When the kids are ready to head out into the winter wonderland, there are a few factors to take into consideration. Richard Judelsohn, MD, a pediatrician in Buffalo, N.Y., and a spokesman for the American Academy of Pediatrics tells WebMD:
- Layer, layer, layer. “Multiple layers of clothing are more effective at preventing hypothermia than one big snowsuit,” he says.
- Cover the body, head to toe. “Gloves and hats are a must. “For the body parts that aren’t covered, like the nose and around the eyes, some protection can be had against the cold by rubbing the area with petroleum jelly, especially if the child’s nose is runny — when the mucus hits cold, dry skin, it can irritate it, and petroleum jelly prevents this,” he explains.
- Enough’s enough. “Make sure your kids know that when they start shivering, it’s time to come inside and warm up. Use a temptation like hot chocolate to give them incentive to come inside.”
- Fighting frostbite. If your kids do overstay their welcome with Old Man Winter, frostbite can be an issue. “Superficial frostbite, when the skinturns a light gray color, is treated by coming indoors and applying something warm — not hot — to the affected area, like a heating pad or warm water. When the skin is frostbitten so that it’s numb from the cold, that warrants immediate medical attention.”
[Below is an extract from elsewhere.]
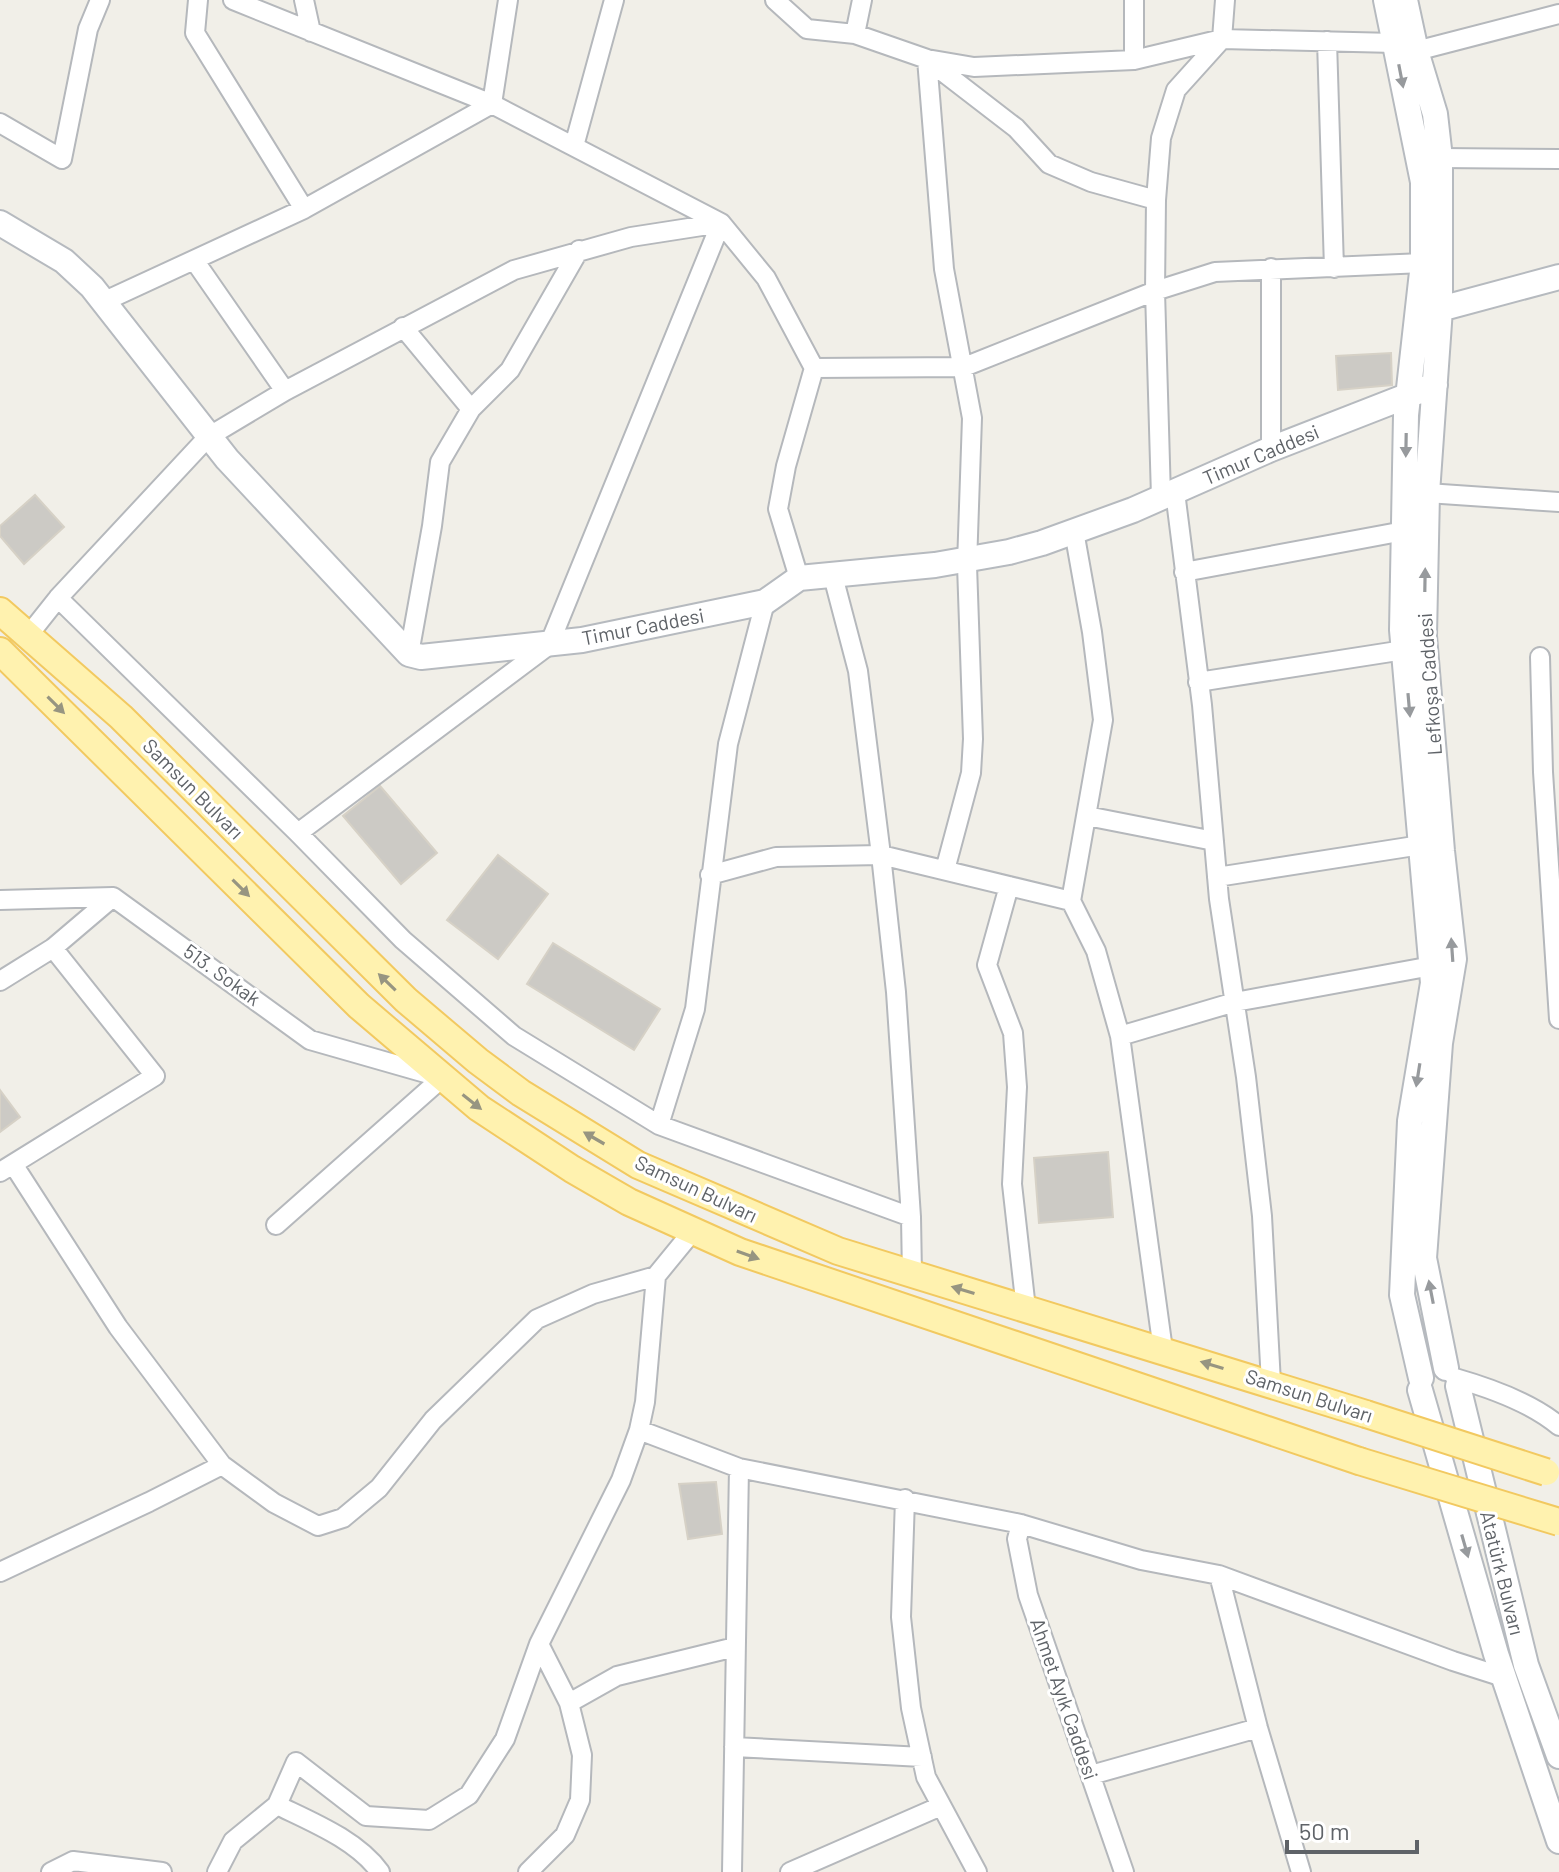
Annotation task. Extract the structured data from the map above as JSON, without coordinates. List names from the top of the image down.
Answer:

- Know when to say no. “Find out the wind chill factor, and if it’s more than 20 degrees below zero, it’s just too dangerous. That’s the time to put your foot down and say, ‘No, you’re not going outside.'”
- Can you catch a cold from the cold? While you might think keeping the kids inside during the cold months will keep them healthy, that’s not necessarily the case. “Colds are due to viral infections, and viral infections are spread by close contact with others,” says Judelsohn — not the cold weather. “If you’re indoors with other people, even if you’re warm and toasty, and someone is harboring a viral infection, you’re at risk.”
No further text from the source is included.